[Records from a data source]
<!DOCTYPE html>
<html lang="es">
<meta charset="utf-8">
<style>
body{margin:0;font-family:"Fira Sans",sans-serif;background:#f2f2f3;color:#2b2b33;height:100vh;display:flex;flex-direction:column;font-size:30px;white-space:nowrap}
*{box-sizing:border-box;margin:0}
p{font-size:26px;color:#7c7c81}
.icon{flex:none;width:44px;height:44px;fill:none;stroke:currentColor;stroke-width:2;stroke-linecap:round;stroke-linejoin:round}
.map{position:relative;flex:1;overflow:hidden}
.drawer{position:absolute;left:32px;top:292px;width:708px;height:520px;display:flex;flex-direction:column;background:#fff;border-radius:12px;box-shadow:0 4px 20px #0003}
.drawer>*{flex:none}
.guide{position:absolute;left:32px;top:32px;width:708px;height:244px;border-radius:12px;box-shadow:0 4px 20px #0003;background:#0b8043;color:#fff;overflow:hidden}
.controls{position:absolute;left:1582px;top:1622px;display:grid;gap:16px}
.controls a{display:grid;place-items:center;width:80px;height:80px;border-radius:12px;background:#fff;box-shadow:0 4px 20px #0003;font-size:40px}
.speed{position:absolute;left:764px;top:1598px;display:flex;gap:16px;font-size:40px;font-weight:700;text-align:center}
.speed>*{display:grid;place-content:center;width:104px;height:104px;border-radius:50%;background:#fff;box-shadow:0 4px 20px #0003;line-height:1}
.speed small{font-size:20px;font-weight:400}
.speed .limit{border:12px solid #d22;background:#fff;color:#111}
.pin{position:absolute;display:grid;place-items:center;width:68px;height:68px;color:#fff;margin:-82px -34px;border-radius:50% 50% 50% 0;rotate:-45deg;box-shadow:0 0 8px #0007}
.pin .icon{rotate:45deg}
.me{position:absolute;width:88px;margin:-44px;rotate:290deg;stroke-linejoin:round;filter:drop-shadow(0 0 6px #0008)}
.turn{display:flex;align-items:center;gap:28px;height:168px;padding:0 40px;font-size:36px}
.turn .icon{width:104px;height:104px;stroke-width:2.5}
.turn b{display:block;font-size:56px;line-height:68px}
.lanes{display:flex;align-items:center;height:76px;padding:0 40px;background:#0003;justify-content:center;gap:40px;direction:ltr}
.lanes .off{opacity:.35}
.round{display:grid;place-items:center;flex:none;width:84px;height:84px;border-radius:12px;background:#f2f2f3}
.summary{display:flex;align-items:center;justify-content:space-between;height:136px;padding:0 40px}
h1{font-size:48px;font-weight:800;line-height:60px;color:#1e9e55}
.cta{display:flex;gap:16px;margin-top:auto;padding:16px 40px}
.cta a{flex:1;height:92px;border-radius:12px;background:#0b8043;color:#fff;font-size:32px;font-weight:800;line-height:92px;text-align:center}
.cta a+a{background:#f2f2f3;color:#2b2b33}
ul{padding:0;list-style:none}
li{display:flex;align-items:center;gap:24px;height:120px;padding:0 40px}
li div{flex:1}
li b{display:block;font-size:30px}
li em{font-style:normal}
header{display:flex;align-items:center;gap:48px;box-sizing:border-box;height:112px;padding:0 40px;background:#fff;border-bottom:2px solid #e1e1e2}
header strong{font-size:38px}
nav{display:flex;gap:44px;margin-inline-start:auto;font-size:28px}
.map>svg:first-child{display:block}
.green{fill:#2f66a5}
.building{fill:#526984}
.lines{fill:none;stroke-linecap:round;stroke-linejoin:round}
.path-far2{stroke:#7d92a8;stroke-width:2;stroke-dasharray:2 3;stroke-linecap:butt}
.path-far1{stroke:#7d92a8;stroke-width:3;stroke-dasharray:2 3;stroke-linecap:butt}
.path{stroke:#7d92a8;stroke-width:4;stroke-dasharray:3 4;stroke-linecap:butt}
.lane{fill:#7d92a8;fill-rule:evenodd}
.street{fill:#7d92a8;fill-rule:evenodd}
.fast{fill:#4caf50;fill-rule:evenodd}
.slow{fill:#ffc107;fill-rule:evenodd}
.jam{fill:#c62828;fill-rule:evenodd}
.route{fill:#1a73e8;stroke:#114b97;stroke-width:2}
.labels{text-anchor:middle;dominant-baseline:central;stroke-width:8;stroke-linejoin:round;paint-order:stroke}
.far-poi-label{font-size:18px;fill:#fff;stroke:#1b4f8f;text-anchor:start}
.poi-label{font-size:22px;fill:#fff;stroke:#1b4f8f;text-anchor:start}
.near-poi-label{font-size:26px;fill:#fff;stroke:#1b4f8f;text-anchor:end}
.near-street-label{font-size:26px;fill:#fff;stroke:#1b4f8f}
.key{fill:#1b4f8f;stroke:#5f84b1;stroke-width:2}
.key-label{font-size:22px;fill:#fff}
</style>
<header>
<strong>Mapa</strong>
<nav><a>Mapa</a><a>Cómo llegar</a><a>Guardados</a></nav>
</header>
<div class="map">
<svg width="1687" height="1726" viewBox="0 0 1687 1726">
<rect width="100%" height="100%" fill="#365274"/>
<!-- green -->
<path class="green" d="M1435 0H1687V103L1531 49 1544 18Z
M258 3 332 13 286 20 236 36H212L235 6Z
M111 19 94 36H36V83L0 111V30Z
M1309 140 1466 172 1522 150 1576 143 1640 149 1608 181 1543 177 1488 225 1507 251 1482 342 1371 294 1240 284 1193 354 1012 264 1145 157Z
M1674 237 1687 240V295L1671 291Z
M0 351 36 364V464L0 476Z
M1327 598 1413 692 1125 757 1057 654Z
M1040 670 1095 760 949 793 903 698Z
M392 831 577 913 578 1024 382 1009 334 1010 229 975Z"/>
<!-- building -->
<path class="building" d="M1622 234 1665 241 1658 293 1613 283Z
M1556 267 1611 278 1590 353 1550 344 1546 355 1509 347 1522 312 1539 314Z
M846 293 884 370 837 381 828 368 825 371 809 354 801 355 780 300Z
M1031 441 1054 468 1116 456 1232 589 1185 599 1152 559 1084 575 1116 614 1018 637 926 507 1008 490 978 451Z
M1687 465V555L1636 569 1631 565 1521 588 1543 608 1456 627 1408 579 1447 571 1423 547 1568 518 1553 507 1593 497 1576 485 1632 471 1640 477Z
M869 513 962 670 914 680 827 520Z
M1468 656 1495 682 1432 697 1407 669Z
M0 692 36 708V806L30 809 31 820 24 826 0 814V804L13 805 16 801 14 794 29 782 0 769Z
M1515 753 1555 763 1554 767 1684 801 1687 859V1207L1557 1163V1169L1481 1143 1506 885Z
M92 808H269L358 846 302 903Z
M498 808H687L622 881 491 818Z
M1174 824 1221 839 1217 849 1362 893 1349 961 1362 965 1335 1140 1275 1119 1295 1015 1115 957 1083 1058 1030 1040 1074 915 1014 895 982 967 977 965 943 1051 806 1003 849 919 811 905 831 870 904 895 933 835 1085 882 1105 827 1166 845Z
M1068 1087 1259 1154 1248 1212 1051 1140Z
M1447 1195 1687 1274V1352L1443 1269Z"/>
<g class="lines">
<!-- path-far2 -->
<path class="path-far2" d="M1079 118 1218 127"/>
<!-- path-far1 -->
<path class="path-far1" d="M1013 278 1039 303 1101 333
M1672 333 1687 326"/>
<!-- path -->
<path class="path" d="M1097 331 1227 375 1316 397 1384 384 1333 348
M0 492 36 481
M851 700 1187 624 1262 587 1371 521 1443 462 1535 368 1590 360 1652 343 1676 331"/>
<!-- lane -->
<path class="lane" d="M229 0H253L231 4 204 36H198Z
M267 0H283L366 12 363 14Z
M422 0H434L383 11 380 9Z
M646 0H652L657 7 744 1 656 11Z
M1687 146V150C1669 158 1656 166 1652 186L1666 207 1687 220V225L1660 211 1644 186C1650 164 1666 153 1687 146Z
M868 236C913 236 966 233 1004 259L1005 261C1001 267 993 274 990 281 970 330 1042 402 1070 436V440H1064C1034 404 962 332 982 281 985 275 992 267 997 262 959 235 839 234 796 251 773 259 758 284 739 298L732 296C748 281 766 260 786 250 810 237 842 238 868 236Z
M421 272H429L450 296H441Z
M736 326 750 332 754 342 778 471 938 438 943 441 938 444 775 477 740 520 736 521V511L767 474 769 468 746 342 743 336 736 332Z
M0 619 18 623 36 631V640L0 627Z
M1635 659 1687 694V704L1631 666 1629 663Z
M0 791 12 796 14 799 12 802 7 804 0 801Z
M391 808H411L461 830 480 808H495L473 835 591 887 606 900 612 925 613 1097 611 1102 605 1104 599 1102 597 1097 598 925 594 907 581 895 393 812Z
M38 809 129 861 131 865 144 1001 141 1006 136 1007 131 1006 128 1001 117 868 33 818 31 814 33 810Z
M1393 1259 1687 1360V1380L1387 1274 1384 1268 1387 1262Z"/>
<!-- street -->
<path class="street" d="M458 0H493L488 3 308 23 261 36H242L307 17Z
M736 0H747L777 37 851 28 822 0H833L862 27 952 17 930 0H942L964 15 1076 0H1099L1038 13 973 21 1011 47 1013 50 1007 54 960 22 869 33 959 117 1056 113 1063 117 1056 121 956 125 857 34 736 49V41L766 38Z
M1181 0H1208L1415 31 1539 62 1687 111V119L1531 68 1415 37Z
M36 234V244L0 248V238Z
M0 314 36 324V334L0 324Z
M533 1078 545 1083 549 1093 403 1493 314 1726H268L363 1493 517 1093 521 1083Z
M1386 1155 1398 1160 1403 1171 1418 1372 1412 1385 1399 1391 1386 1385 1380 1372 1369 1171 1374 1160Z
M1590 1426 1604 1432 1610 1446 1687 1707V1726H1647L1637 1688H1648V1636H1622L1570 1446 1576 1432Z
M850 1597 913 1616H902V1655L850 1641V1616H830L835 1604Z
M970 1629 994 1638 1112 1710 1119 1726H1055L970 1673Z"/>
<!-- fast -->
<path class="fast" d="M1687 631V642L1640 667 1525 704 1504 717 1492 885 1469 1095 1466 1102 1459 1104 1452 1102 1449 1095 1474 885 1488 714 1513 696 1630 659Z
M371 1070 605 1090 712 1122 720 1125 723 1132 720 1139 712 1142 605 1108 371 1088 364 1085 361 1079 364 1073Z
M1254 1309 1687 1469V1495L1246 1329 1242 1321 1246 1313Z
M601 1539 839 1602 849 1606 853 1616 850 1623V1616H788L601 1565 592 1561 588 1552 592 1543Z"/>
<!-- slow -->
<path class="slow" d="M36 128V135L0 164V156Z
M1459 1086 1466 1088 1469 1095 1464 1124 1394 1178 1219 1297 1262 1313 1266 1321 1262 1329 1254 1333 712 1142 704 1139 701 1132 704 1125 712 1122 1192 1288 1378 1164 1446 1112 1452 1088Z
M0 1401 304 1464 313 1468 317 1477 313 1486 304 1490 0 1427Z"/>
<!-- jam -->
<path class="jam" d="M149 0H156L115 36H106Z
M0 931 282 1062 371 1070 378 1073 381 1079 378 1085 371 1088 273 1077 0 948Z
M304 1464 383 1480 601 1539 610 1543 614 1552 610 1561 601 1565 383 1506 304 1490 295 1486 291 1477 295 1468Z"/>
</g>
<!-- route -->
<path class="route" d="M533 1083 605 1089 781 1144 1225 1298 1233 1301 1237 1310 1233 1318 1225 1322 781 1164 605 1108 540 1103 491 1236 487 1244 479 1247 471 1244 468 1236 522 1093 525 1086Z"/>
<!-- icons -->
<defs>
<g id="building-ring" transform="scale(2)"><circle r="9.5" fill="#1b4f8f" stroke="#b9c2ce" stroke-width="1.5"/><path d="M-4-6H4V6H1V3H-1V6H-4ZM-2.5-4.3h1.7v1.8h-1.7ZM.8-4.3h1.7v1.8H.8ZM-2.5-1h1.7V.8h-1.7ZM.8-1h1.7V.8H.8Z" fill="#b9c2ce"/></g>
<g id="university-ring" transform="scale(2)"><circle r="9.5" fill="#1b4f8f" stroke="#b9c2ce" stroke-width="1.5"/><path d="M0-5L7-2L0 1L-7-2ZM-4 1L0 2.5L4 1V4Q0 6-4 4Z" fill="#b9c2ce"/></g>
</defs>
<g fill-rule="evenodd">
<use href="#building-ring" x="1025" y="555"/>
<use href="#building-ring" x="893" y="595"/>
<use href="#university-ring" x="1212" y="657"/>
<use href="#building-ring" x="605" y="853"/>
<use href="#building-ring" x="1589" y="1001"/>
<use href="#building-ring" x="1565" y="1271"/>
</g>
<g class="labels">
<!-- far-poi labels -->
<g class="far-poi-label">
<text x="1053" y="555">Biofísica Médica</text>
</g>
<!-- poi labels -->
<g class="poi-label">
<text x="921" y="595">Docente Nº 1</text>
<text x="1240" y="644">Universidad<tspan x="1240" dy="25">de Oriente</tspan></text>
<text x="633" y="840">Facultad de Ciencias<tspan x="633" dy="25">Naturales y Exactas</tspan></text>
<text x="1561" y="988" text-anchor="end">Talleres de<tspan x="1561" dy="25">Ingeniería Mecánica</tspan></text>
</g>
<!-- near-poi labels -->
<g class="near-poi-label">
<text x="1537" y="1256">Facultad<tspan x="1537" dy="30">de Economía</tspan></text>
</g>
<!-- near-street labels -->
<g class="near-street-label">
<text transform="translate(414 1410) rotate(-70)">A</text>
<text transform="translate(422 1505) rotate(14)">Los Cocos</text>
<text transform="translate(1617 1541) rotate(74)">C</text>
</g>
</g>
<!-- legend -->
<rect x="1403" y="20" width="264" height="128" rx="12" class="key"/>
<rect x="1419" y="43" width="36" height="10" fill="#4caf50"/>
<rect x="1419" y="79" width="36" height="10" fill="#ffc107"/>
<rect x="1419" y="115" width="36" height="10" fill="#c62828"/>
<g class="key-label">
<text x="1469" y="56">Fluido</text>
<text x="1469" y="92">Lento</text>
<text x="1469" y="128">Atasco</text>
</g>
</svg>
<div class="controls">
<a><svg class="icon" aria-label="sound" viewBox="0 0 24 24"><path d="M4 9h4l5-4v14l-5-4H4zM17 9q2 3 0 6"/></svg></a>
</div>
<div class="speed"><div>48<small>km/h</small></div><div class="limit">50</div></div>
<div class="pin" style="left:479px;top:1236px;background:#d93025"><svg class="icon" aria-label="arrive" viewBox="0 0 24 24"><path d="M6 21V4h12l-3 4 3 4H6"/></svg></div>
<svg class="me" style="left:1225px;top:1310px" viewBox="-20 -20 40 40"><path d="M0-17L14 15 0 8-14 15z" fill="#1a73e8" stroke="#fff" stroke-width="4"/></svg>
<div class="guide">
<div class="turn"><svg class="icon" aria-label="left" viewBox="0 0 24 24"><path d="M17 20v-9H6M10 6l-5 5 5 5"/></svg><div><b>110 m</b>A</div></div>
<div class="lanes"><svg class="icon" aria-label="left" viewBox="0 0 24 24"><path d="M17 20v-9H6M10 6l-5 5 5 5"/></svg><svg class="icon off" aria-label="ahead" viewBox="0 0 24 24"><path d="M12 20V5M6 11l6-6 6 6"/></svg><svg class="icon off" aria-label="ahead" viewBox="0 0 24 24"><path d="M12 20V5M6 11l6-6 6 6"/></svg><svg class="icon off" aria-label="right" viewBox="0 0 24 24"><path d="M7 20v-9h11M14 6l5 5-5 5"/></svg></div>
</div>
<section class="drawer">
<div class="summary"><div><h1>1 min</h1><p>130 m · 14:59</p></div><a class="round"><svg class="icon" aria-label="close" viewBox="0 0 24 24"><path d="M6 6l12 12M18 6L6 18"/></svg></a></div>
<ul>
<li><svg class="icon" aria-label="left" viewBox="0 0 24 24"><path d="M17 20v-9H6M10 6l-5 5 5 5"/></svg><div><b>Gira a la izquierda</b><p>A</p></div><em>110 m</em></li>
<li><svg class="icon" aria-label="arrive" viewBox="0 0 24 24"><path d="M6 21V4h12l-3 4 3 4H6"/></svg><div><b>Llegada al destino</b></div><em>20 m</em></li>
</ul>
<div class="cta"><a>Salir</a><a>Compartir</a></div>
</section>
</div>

--- Instructions to follow ---
If a line in the entries above contains "butt", include it in the count, then report only the total.

--- Response for this exercise ---
3